■ **Task brief**
Without the images, write out all of the following entries exactly.

(Saved data entries)
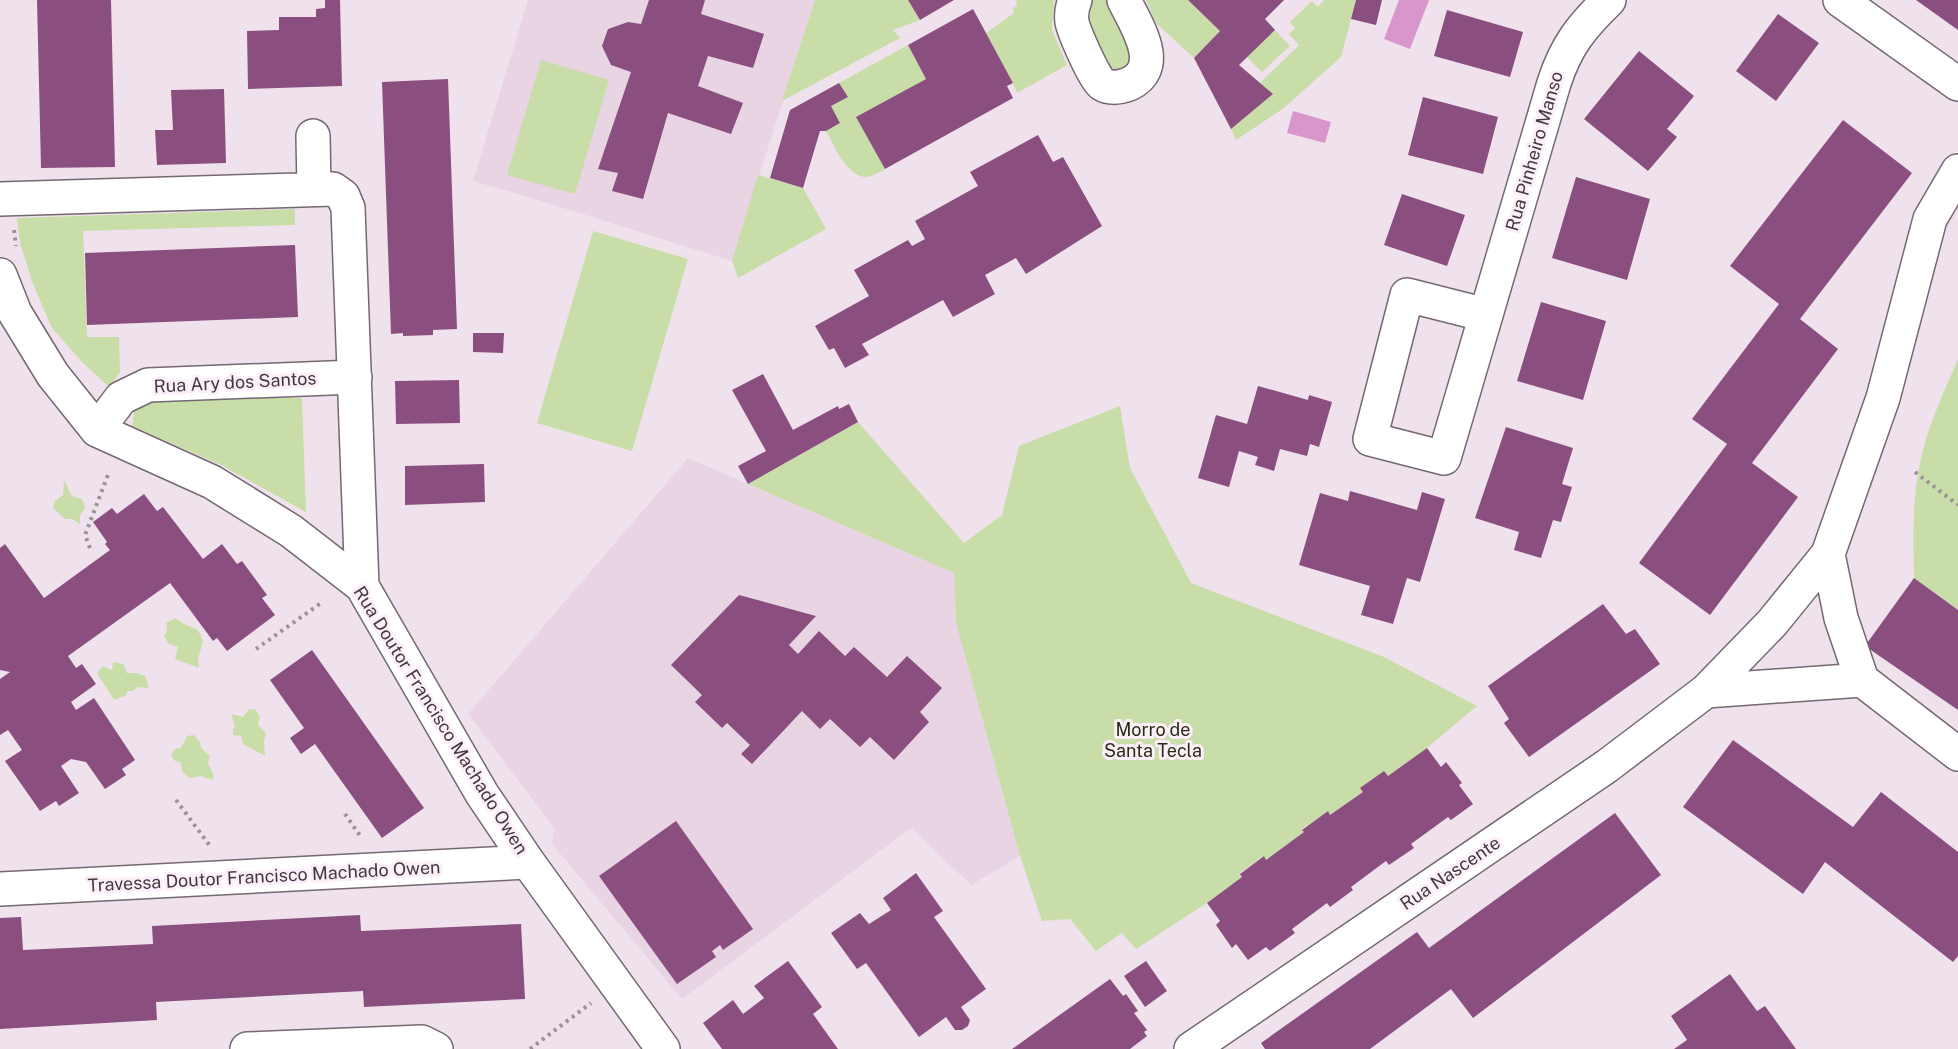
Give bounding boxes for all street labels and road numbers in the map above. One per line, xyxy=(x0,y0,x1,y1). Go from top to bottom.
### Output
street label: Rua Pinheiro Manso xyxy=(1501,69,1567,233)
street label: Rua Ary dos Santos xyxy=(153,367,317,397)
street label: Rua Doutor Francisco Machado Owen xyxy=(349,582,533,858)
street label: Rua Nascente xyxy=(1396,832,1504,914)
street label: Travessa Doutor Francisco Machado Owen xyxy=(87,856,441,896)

■ **Exercise answer**
Give bounding boxes for all street labels and road numbers in the map above. One per line, xyxy=(x0,y0,x1,y1). Go from top to bottom.
### Output
street label: Rua Pinheiro Manso xyxy=(1501,69,1567,233)
street label: Rua Ary dos Santos xyxy=(153,367,317,397)
street label: Rua Doutor Francisco Machado Owen xyxy=(349,582,533,858)
street label: Rua Nascente xyxy=(1396,832,1504,914)
street label: Travessa Doutor Francisco Machado Owen xyxy=(87,856,441,896)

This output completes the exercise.